Wednesday, October 31, 2012

11.1.12 YOU DON'T OWN IT


This article originally appeared in the 11.1.12 issue of Metroland


I was disappointed to learn that the Future of Music Coalition’s annual Policy Summit has been shrunk down to one day.  It’s scheduled for Tuesday, November 13 at Georgetown University.   As I’ve mentioned before, this is the best indy music biz conference on the planet and normally I wouldn’t miss it.  But my November schedule is crushing, and the idea of scooting to DC and back for a one-day conference isn’t hitting me right.  We’ll see.  But if you can go, go!

            Moving on.  Several years ago, when the ebook thing was just starting, there was a bunch of controversy over what you got exactly when you "bought" an ebook.  In one of those turns of events that is so ironic it takes your breath away, Amazon, upon learning that its license to e-publish George Orwell’s 1984 was fraudulent, made all of the ebook copies it had sold magically disappear from its customers’ Kindles.  The outcry was so intense that Amazon’s Jeff Bezos apologized and said it would never happen again.

            Well it happened again.  Last week a Norwegian Kindle user found her Kindle locked, wiping out her entire ebook library.  When she asked Amazon why, she got vague assertions that she’d violated Amazon’s terms of service.

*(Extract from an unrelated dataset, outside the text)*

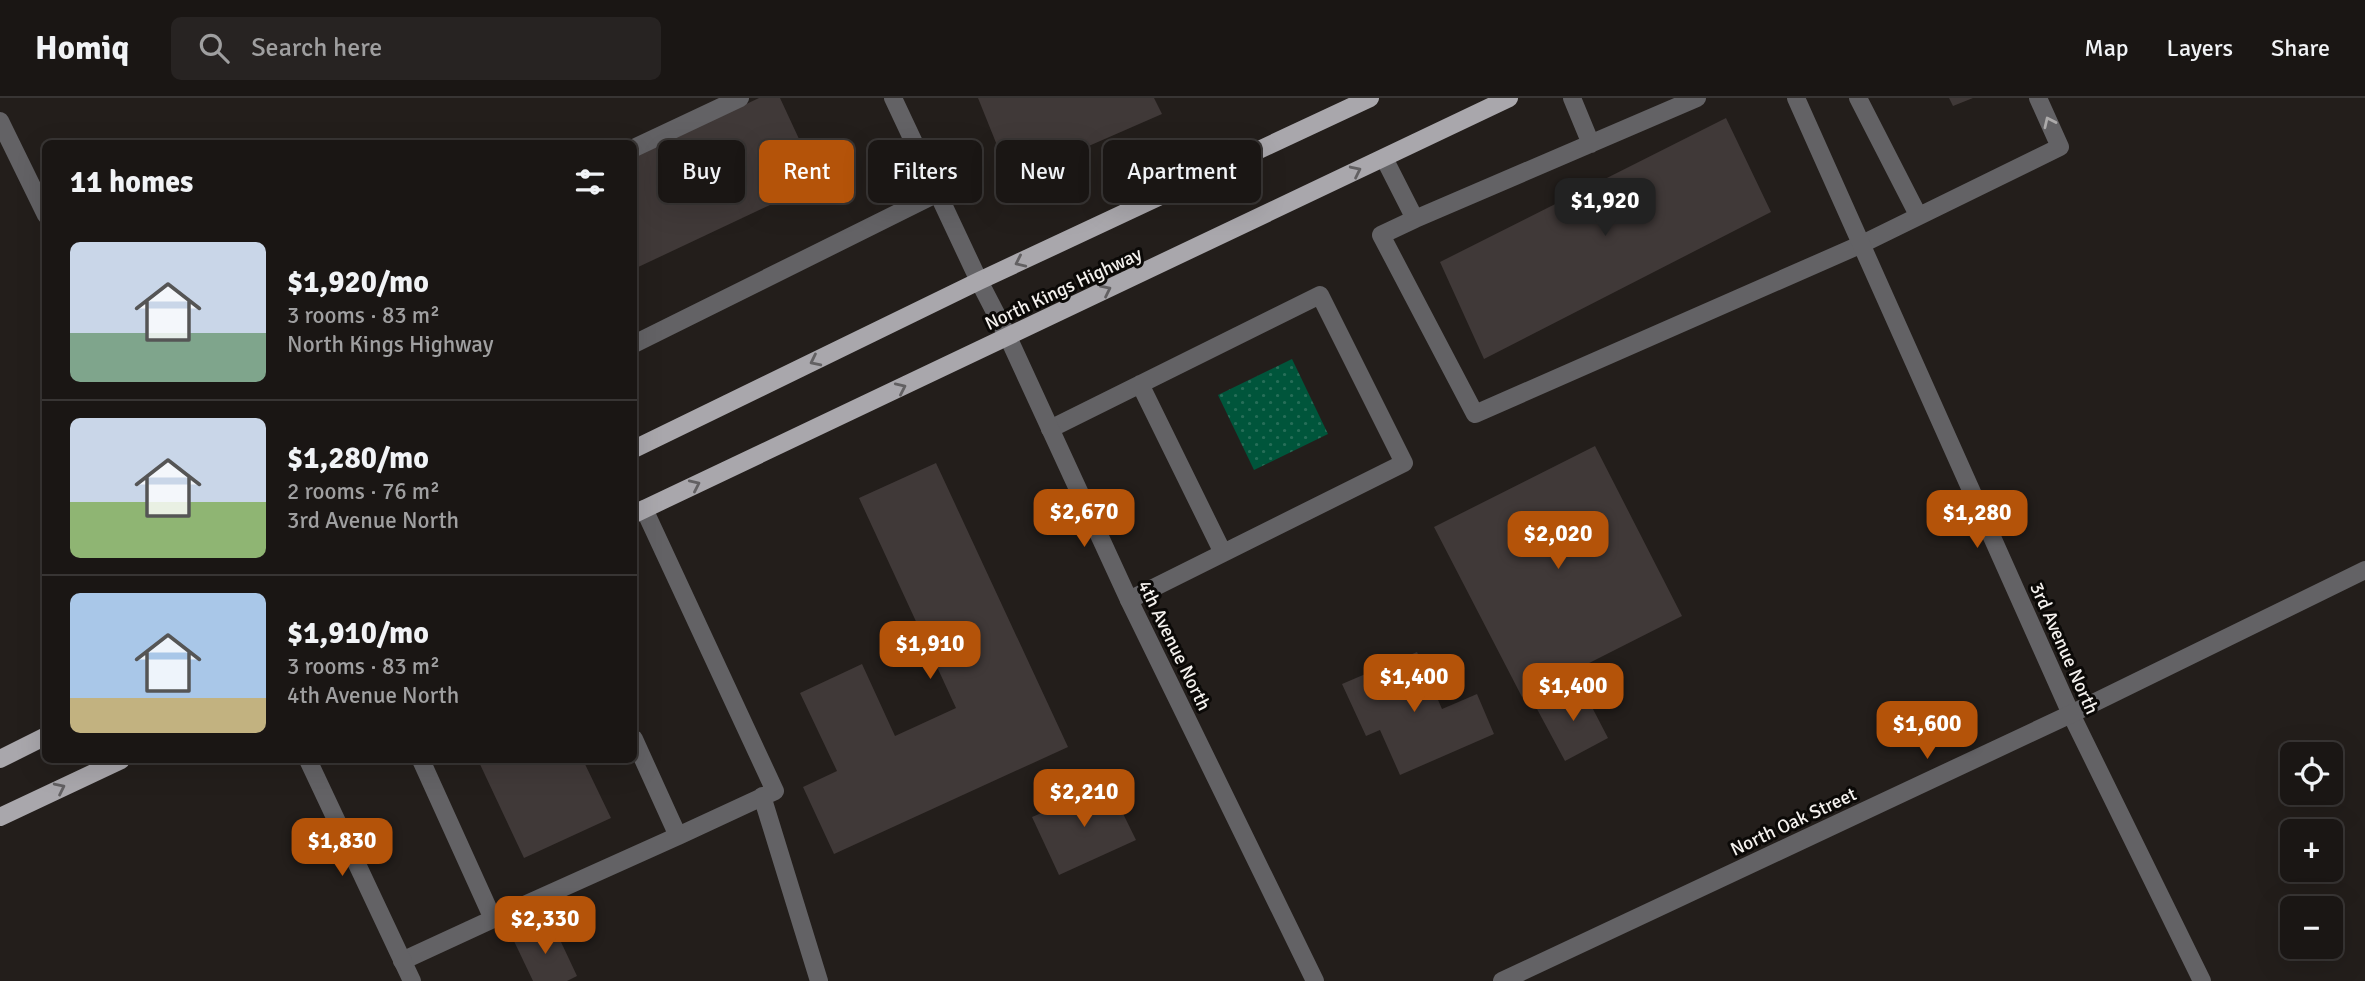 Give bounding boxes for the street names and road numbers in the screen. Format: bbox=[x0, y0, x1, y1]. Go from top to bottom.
street label: North Kings Highway bbox=[981, 242, 1146, 336]
street label: 4th Avenue North bbox=[1132, 576, 1216, 715]
street label: 3rd Avenue North bbox=[2024, 579, 2104, 718]
street label: North Oak Street bbox=[1727, 782, 1861, 862]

            As things sit today, while you think you are buying an ebook for $10, the seller thinks it's licensing you an ebook for $10.  And if, in the opinion of the seller, you misuse the license, adios biblioteque!   The sellers, like Amazon, are maybe being a little nicer about it after the 1984 debacle, but that’s still how they view things.  

            What the ebook sellers are trying to avoid is something in copyright law called the first sale doctrine, which says once you buy a copy of something, you can do pretty much anything you want with it except make more copies  (that right stays with the copyright owner).   In the physical world, it’s obvious – you buy a book or a CD or a print, and you can keep it, you can eat it, burn it, give it to a friend, sell it on eBay, etc.  In the digital world, the ebook sellers are all kinds of worried that people will go nuts and make copies of their ebooks for all their friends, post the book online, and generally do all of the stuff people do these days with music.  So they’ve created this fiction about licenses, and rigged the ebook files and ebook readers with little “phone home” capabilities that can erase your library should you dare misbehave.

            This issue is getting especially dicey with libraries that want to do what libraries should do with ebooks, lend them out   Publishers, which have always hated libraries, have no idea what to do.  Remember, ebooks are tethered, so a library can’t just go online and buy an ebook, because it can only be read on one device, or one owner’s devices.  So, for ebook lending to work, publishers need to provide libraries ebooks with looser controls, that can be moved across platforms, and shared with the public.   Several publishers have simply refused to allow this, and have kept their ebooks off of libraries' digital shelves.  Several publishers provide ebooks capable of being lent out, but gouge the libraries for as much as 300% of normal retail prices.  One publisher doesn’t allow its ebooks to work on certain devices it doesn’t like, and another electronically limits its library ebooks to 26 loans. 26.  One more than 25.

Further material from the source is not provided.